**Data excerpts:**
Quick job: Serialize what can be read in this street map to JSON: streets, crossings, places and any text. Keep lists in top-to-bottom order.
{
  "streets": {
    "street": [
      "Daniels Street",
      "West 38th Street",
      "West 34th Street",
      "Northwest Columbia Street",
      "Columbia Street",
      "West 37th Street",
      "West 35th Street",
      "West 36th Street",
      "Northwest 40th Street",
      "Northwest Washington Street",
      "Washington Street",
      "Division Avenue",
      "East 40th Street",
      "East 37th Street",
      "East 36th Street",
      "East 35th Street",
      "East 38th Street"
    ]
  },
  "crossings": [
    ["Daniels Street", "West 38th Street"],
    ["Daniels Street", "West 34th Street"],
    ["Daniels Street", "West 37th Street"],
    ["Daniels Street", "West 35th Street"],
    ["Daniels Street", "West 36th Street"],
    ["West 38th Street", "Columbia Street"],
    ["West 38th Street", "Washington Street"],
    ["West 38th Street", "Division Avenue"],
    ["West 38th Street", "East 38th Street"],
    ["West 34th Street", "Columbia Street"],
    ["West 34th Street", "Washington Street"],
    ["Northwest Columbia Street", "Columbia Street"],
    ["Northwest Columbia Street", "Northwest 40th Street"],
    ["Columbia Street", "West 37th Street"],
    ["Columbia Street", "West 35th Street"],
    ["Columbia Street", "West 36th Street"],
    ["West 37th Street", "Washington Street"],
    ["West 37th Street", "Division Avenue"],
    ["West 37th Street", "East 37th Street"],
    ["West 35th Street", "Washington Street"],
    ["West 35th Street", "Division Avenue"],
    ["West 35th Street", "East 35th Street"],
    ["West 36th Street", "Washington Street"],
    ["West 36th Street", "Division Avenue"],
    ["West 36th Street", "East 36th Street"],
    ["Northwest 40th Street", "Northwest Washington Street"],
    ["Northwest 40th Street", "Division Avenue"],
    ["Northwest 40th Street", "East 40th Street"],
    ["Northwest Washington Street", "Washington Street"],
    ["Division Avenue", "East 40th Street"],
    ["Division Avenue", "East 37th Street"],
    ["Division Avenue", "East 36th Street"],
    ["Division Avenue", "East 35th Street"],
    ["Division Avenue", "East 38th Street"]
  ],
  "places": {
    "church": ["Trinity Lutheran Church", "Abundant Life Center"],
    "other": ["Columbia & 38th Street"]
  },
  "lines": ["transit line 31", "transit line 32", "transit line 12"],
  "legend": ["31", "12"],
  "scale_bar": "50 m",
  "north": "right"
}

**The problem:**
Of the lines in the data, report each one containing the string "Division".

**Answer box:**
      "Division Avenue",
    ["West 38th Street", "Division Avenue"],
    ["West 37th Street", "Division Avenue"],
    ["West 35th Street", "Division Avenue"],
    ["West 36th Street", "Division Avenue"],
    ["Northwest 40th Street", "Division Avenue"],
    ["Division Avenue", "East 40th Street"],
    ["Division Avenue", "East 37th Street"],
    ["Division Avenue", "East 36th Street"],
    ["Division Avenue", "East 35th Street"],
    ["Division Avenue", "East 38th Street"]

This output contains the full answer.